当社の創業者にして、稀代の事業家である大倉喜八郎。その生き方から、私たちは何を学べるのでしょうか───大倉財閥研究の第一人者である村上勝彦先生にお話を伺いました。

事業を成功に導く3つの要素

大倉喜八郎が事業に邁進した時代、日本は大きく移り変わろうとしていた。封建社会の江戸から近代化をひた走る明治へ。従来の価値観や経験則は通じず、簡単に先を見通すことはできない。しかし、変化の時代は飛躍の好機でもある。混迷の時代にあって、大倉喜八郎は、そのベンチャー精神をいかにして発揮していったのだろうか。

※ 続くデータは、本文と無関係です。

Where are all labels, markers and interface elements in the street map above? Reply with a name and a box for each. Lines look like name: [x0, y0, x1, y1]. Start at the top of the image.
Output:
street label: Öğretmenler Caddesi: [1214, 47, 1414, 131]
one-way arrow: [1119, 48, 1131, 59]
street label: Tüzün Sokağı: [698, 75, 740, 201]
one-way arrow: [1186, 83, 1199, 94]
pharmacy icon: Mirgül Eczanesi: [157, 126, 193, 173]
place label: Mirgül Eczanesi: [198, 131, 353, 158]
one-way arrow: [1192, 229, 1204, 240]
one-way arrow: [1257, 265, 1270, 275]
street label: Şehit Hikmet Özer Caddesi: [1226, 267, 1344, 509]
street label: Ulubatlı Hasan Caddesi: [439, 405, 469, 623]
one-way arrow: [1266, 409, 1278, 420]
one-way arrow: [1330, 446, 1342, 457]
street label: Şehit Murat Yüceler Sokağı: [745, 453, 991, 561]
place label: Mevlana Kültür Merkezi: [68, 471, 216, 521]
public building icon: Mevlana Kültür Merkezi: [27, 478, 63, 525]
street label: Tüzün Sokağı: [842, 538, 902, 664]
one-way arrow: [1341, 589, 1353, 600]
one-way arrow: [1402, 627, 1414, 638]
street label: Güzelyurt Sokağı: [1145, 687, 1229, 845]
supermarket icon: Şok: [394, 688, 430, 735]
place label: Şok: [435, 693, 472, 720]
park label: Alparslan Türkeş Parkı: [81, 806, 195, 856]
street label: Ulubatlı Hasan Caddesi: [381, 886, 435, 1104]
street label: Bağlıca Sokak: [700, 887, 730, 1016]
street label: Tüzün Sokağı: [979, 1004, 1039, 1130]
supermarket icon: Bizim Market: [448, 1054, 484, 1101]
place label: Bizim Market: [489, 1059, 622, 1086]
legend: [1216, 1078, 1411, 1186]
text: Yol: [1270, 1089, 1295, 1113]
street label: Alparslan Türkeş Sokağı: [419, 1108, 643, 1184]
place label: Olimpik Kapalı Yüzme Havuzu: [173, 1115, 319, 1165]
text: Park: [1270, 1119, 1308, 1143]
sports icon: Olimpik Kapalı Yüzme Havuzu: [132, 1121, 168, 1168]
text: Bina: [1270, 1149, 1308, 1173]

「もともと英語の“ベンチャー”とは生命を失いかねないほどの危険を伴う冒険を指しますが、大倉喜八郎のそれは決して蛮勇ではなく、時流を読み、熟慮の上で起こした勇気ある行動でした。私は、ベンチャー精神には、冒険心、洞察力、パイオニア精神の3つの要素があると考えますが、大倉喜八郎は、この3つをフルに生かして事業を進めたのです。」

まずは冒険心。大倉喜八郎は、実際に人が尻込みするような要請にも果敢に応じ、多くの任務をやり遂げている。
例えば、明治10(1877)年、朝鮮が大飢饉に見舞われた際、内務卿大久保利通のたっての要請を引き受け、救援米を届けている。その際、荷を渡す手続きに時間がかかり、船が彼らを置いて帰国してしまった。そこで、現地でイカ釣り船を調達。玄界灘で暴風雨に遭遇しながらも、命からがら日本に戻ってくるなど、決死の覚悟で任務を果たした。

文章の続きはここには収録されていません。